Continually Assess Your Performance: The way Barry Maher sees it, ramping up your sales production starts with a candid look in the mirror.
“The most powerful strategy I know to increase sales productivity is simply to take a moment after each call to determine how you could have done it better,” says Maher, a sales trainer and speaker whose clients include brands like Merck.
The key to this tactic lies in being calm and consistent, performing the analysis whether a call was a success, failure or something in between. The call was a slam dunk? Review the particulars that led to the win so you can replicate it, and consider how you might have achieved an even greater result. Crashed and burned? Determine specific steps you could’ve taken to bring about the conclusion you desired. “If you never give up when things go bad and don’t get complacent when things go well, you should see strong – often amazing – improvement in your skills and sales results,” says Maher.
Take To The Cloud: For promotional product distributors, organizing pertinent information about suppliers and clients in Internet-stored files that can be accessed and managed from a smartphone is a major productivity lift.“In-the-cloud-access allows for retrieval on the fly, whether you are in the office or on the road,” says Kathy Whitburn, a strategic marketing consultant at American Solutions for Business (asi/120075). “The ability to complete tasks electronically allows you to navigate through the day more efficiently. This is critical, especially when you have to reroute into crisis mode without skipping a beat in the normal day’s business flow.” Learn more about cloud computing services and the companies that provide them in this analysis from TopTenReviews at http://goo.gl/M2qGG .

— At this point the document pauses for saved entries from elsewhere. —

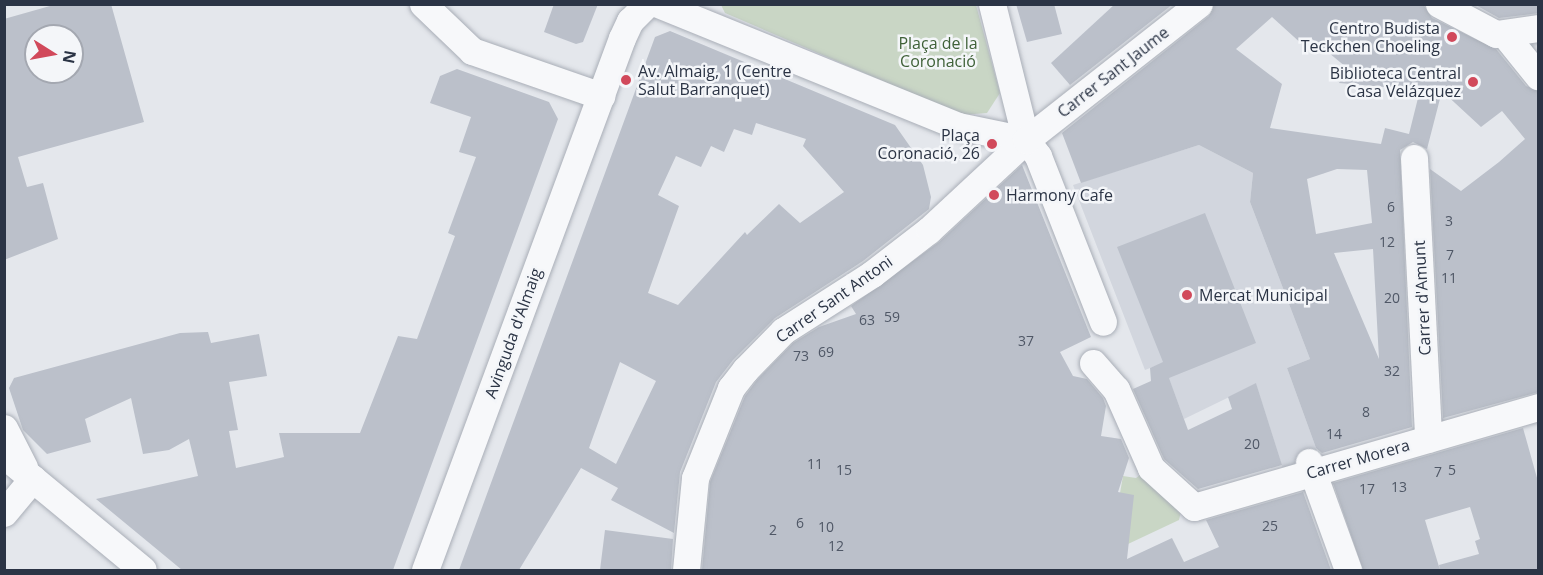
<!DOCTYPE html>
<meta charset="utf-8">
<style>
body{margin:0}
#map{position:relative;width:1543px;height:575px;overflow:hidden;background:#e4e7ec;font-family:"Open Sans",sans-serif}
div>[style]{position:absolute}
.built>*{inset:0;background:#d2d6de}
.green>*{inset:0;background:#c9d6c5}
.building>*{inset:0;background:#bbc0ca}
.roads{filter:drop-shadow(0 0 2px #a9aeb7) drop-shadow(0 0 2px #a9aeb7)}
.minor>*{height:27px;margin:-13.5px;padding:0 13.5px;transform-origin:13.5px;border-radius:13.5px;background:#f7f8fa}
.dots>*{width:16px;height:16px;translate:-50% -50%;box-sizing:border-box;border:3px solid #f4f6f9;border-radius:50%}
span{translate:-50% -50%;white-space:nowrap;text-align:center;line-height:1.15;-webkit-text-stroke:5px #f4f6f9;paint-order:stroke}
.number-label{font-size:14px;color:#4f5766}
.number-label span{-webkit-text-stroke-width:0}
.poi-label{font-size:16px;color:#2b3445}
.right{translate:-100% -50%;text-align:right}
.left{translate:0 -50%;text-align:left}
.park-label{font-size:16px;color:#3f6138}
.street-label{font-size:16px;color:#2b3445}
.frame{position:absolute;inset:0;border:6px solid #2b3445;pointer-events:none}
.north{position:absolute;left:24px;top:24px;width:60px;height:60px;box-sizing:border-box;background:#f4f6f9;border:2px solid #a4a8b1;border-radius:50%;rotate:101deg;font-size:16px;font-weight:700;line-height:24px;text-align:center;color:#2b3445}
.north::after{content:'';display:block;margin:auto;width:21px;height:27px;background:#d1495b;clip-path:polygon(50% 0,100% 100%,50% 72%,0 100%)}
</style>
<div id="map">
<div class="built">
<div style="clip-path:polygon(1199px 145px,1253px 173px,1250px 202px,1310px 359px,1287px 368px,1320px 459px,1283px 469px,1256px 384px,1184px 419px,1163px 363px,1145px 370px,1073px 185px)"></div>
</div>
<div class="green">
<div style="clip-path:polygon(721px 5px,976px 5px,1000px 93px,987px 113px,962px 115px,725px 13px)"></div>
<div style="clip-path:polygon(1144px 472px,1182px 507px,1179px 520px,1128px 544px,1120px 493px,1123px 476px,1136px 478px)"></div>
</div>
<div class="building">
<div style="clip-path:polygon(evenodd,57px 4px,111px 4px,144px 122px,18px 157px,27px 187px,43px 183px,58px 239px,4px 260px,4px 19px,57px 4px,36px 36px,72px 36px,72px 72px,36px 72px,36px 36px)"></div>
<div style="clip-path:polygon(554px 4px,598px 4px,583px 42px,576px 44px,544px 32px)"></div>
<div style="clip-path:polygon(1016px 4px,1054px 4px,1062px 34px,1027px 42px)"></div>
<div style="clip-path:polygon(1115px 4px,1173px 4px,1070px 85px,1051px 63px)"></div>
<div style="clip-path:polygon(evenodd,1214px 4px,1423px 4px,1432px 18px,1496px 49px,1526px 86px,1539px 91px,1539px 392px,1443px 418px,1430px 169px,1461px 191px,1499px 162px,1525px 139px,1502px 111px,1481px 127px,1442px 91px,1427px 149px,1413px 142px,1400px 150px,1412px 427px,1322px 453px,1316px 448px,1287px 368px,1310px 359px,1250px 202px,1253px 173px,1199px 145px,1081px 183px,1062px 133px,1209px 16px,1214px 4px,1272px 17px,1304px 46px,1312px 39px,1346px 67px,1339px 83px,1420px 90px,1409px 134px,1385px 128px,1381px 144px,1270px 128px,1282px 84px,1236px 49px,1272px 17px,1214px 4px,1337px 169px,1367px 170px,1372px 223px,1316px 234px,1307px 179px,1337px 169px,1214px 4px,1373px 249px,1379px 359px,1334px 253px,1373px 249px)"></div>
<div style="clip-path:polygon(1474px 4px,1539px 4px,1539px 13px,1499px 18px)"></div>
<div style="clip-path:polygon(evenodd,670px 31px,895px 125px,923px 165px,931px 197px,929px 209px,863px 261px,775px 318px,733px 360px,716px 382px,680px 472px,674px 533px,611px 500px,618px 488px,581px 468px,519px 570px,459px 570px,655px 37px,670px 31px,756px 123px,806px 139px,803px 146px,844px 192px,800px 223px,779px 204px,747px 235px,745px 232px,678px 305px,648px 293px,679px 206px,658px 195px,676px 156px,701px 167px,711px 146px,724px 152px,734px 129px,752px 135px,756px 123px,670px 31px,620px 362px,656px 381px,616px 464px,589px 448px,620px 362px)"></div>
<div style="clip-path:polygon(457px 69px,549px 102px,558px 119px,393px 570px,182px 570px,96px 499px,198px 476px,189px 439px,169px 450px,143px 454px,131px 398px,85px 419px,91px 442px,47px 454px,23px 430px,9px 388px,14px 378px,180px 333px,208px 332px,211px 343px,259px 334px,267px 376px,229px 382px,238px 430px,229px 431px,236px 468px,284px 457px,279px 433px,360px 433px,398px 336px,417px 339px,455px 236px,448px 233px,476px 157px,459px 152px,471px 117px,430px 103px,440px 76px)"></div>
<div style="clip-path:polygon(1022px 165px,1091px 337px,1060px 352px,1073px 376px,1087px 379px,1103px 398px,1106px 406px,1101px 436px,1121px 439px,1129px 458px,1118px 492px,1134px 495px,1127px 559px,1172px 538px,1184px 562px,1219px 547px,1206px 520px,1303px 492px,1331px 570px,702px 570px,710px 482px,745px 396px,757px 380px,793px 343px,819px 327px,856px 314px,851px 306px,939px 242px)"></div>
<div style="clip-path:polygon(1205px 213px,1256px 343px,1169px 378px,1188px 430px,1232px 409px,1228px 397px,1256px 383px,1282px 465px,1198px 489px,1164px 459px,1133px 389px,1151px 381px,1150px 368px,1163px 362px,1117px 247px)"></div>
<div style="clip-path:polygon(1523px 428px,1539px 485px,1539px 570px,1440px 570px,1439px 565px,1479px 554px,1475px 541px,1480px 539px,1470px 507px,1425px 520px,1440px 570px,1363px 570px,1333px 483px)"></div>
<div style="clip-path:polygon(605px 530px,673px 539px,671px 570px,600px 570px)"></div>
</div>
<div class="roads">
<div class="minor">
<div style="left:423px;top:4px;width:68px;rotate:43.8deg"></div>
<div style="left:472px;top:51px;width:137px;rotate:19.2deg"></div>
<div style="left:658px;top:4px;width:324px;rotate:22.1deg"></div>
<div style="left:958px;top:126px;width:69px;rotate:11.6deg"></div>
<div style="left:992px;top:4px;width:140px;rotate:76deg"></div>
<div style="left:1026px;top:140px;width:20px;rotate:53deg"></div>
<div style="left:1038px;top:156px;width:178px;rotate:68.6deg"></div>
<div style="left:1439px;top:4px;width:64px;rotate:27.8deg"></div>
<div style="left:1496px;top:34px;width:42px;rotate:-8.1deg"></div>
<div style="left:1505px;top:35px;width:53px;rotate:51.2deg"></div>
<div style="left:1414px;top:158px;width:281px;rotate:87.1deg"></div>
<div style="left:1093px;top:363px;width:35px;rotate:49deg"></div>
<div style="left:1116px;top:389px;width:86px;rotate:66.1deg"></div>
<div style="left:1151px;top:468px;width:58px;rotate:42.2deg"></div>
<div style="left:1194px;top:507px;width:358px;rotate:-16.2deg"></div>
<div style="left:4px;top:428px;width:44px;rotate:62.9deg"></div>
<div style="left:4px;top:455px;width:180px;rotate:39.6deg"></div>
<div style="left:1309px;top:462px;width:115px;rotate:70.1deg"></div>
<div style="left:4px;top:513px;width:45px;rotate:-50.4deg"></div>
<div style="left:425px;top:570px;width:567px;rotate:-69.68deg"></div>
<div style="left:622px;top:38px;width:19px;rotate:-65deg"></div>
<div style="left:630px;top:21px;width:24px;rotate:-45deg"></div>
<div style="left:686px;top:570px;width:92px;rotate:-84.4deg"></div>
<div style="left:695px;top:478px;width:97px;rotate:-68.2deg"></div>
<div style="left:731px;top:388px;width:23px;rotate:-52deg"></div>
<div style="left:745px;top:370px;width:54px;rotate:-45.7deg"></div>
<div style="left:783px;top:331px;width:106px;rotate:-32.6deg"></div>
<div style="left:872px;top:274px;width:72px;rotate:-37.7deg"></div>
<div style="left:929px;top:230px;width:132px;rotate:-42.9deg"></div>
<div style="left:1026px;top:140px;width:220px;rotate:-38.2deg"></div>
</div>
</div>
<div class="dots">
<div style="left:1452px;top:37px;background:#d1495b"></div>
<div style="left:626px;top:80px;background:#d1495b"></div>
<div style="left:1473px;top:82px;background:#d1495b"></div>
<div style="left:992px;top:144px;background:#d1495b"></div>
<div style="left:994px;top:195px;background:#d1495b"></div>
<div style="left:1187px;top:295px;background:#d1495b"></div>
</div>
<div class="number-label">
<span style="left:1391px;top:207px">6</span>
<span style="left:1449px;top:221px">3</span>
<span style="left:1387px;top:242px">12</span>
<span style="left:1450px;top:255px">7</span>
<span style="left:1449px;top:278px">11</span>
<span style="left:1392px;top:298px">20</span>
<span style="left:892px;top:317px">59</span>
<span style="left:867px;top:320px">63</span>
<span style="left:1026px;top:341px">37</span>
<span style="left:826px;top:352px">69</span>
<span style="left:801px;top:356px">73</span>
<span style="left:1392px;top:371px">32</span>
<span style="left:1366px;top:412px">8</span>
<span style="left:1334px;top:434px">14</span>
<span style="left:1252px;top:444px">20</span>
<span style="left:815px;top:464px">11</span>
<span style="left:844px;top:470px">15</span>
<span style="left:1452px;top:470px">5</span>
<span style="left:1438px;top:472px">7</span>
<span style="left:1399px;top:487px">13</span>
<span style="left:1367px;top:489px">17</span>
<span style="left:800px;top:523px">6</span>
<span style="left:1270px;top:526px">25</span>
<span style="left:826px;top:527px">10</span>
<span style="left:773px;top:530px">2</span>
<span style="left:836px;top:546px">12</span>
</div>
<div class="poi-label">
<span class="right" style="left:1440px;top:37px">Centro Budista<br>Teckchen Choeling</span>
<span class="left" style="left:638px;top:80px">Av. Almaig, 1 (Centre<br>Salut Barranquet)</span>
<span class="right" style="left:1461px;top:82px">Biblioteca Central<br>Casa Velázquez</span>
<span class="right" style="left:980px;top:144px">Plaça<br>Coronació, 26</span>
<span class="left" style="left:1006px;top:195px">Harmony Cafe</span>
<span class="left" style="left:1199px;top:295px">Mercat Municipal</span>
</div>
<div class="park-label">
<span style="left:938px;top:52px">Plaça de la<br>Coronació</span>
</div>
<div class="street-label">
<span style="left:1113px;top:72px;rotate:-38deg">Carrer Sant Jaume</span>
<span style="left:1422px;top:298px;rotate:-93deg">Carrer d'Amunt</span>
<span style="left:834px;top:299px;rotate:-35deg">Carrer Sant Antoni</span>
<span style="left:513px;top:333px;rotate:-70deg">Avinguda d'Almaig</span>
<span style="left:1358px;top:459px;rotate:-16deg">Carrer Morera</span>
</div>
<div class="frame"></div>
<div class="north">N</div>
</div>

Create A Performance Calendar: You can stimulate greater success by having a detailed game plan for each day of the workweek. Promo industry veteran Josh Frey, founder of The Swag Coach Program, says his productivity begins with a detailed goal-and-action plan that is clearly articulated in an Excel document he calls a performance calendar tool. The document features annual, monthly, weekly and daily objectives for sales, gross profit, meetings with decision-makers, proposals and money in the pipeline. It also lists target clients. Importantly, the performance calendar lays out a weekly schedule that’s broken down into specific goal-advancing activities to be performed during chunks of time each day.“Fill in your tool with goals and then execute, consistently, every week,” says Frey.
Embrace Follow-Up: Sales trainer/speaker Diane Ciotta believes that “activity drives productivity.” And few activities, says Ciotta, help fuel sales production quite like strategic, consistently executed follow-up with clients and prospects.To be great at follow-up, adhere to a three-step process. Step one is about attitude. “Have that, ‘if it’s to be, it’s up to me’ mentality,” Ciotta says. Next, write down specific dates and times for when you will follow up. “It’s essential to actually getting the activity done,” Ciotta says. Finally, hold yourself accountable. Rigorously commit to following up when you say you will.
Strengthen Supplier Partnerships: Promotional product distributors can save time and be more productive by forging partnerships with industry suppliers. Certainly the strategy has worked for Andy Olson, an eight-figure annual biller who works as a strategic account manager at Staples Promotional Products (asi/120601). Strong partnerships with reliable suppliers have helped Olson become a highly productive seller. For Olson, an important benefit of these relationships is that the vendors he’s partnered with are proactive, routinely presenting him with product and branding ideas based on what they know about him and his key customers. To reap such benefits, start by identifying excellent suppliers and building a relationship.